Freebase Gridworks: A power tool for data scrubbers

I’ve had many conversations with Stefano Mazzocchi and David Huynh [1, 2, 3] about the data magic they performed at MIT’s Project Simile and now perform at Metaweb. If you’re somebody who values clean data and has wrestled with the dirty stuff, these screencasts about a forthcoming product called Freebase Gridworks will make you weep with joy.

There’s one by David, and another by Stefano. Using common public datasets about food, international disasters, and US government contracts, they fly through a series of transformations that:

  • Merge similar names using a host of methods:
    • Automatic title-casing
    • A rich expression language
    • Analysis of “edit distance” between similar phrases, using several clustering algorithms
  • Split multi-valued facets
  • Create new facets (e.g., a year column from a data column)
  • Morph linear scales to log scales where appropriate

It’s all live, undoable, and fully instrumented, by which I mean that every transformation updates the counts of the values in each facet, and displays histograms of the new distribution of values — along with sliders for selecting and focusing on subsets.

As the open data juggernaut picks up steam, a lot of folks are going to discover what some of us have known all along. Much of the data that’s lying around is a mess. That’s partly because nobody has ever really looked at it. As a new wave of visualization tools arrives, there will be more eyeballs on more data, and that’s a great thing. But we’ll also need to be able to lay hands on the data and clean up the messes we can begin to see. As we do, we’ll want to be using tools that do the kinds of things shown in the Gridworks screencasts.

17 Comments

  1. “As the open data juggernaut picks up steam, a lot of folks are going to discover what some of us have known all along. Much of the data that’s lying around is a mess. That’s partly because nobody has ever really looked at it.”

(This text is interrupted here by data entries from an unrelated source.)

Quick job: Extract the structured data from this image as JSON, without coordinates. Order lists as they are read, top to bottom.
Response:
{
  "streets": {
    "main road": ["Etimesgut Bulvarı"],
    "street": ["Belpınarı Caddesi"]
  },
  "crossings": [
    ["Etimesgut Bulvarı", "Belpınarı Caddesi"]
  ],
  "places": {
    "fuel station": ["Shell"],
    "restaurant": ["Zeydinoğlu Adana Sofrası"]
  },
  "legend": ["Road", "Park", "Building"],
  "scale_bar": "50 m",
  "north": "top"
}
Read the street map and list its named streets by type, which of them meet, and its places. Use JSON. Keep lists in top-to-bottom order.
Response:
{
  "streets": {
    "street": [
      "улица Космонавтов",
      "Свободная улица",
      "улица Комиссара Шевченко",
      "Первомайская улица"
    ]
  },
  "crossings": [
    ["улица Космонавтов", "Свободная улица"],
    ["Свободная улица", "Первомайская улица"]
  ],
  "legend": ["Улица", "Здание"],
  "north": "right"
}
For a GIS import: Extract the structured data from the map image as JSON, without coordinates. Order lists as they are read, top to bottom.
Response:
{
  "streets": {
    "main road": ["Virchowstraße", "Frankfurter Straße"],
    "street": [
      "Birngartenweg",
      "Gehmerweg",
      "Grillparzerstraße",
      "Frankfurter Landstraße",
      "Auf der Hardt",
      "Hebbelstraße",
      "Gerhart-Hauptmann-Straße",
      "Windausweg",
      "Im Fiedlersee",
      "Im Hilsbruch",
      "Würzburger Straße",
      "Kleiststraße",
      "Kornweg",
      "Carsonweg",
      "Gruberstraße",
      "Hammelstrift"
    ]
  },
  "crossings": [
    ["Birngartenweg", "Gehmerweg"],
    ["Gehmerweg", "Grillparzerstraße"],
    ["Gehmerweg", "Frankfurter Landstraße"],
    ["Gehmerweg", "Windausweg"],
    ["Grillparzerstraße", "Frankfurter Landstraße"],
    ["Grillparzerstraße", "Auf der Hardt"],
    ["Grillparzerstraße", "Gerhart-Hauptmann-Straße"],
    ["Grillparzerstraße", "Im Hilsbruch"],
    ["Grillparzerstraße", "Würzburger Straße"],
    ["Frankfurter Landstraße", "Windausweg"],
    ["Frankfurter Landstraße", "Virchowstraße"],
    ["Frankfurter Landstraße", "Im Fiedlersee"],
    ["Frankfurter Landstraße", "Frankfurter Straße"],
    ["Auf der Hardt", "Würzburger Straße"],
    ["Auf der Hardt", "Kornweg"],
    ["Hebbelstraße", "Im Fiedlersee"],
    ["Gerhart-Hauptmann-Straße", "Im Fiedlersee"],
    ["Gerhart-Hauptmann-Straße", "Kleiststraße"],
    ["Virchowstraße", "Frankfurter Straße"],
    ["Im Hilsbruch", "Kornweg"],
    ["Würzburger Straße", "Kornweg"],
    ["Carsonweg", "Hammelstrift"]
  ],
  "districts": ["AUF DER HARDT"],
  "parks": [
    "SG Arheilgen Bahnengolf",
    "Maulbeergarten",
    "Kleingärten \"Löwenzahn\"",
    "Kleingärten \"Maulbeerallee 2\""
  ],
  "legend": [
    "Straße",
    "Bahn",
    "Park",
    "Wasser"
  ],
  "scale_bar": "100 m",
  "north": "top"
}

    Please print that on a t-shirt and mail to:

    1330 New Hampshire Ave NW
    Washington, DC 20036

    MyType has been getting its hands dirty with messy data for a few months now. When is Freebase Gridworks forthcoming? (I haven’t had a chance to watch the vids yet.)

  2. Jon, have any of the many tools like this you’ve seen convinced you that they will see meaningful use?

    I’m just not sure the ‘average joe’ is able to do what the expert users who present the screencast can. There’s the data cleaning challenge, the question-posing challenge, the tool-learning challenge … in many cases I think we need someone who can interpret the results we ask for. I’m thinking of NYTimes infographics here.

  3. I just watched both screencasts: wow! I’ve needed this tool so many times over the past few years (both while working for the Guardian newspaper and for my own personal projects). I can’t wait.

    Neil: Gridworks doesn’t need to work for the average joe – it needs to work for expert and semi-expert users (like journalists) who work with this kind of data. And if those users are sharing their results, a dataset only needs to be cleaned up once.

    You can bet newspaper infographics departments will be all over this once it’s released.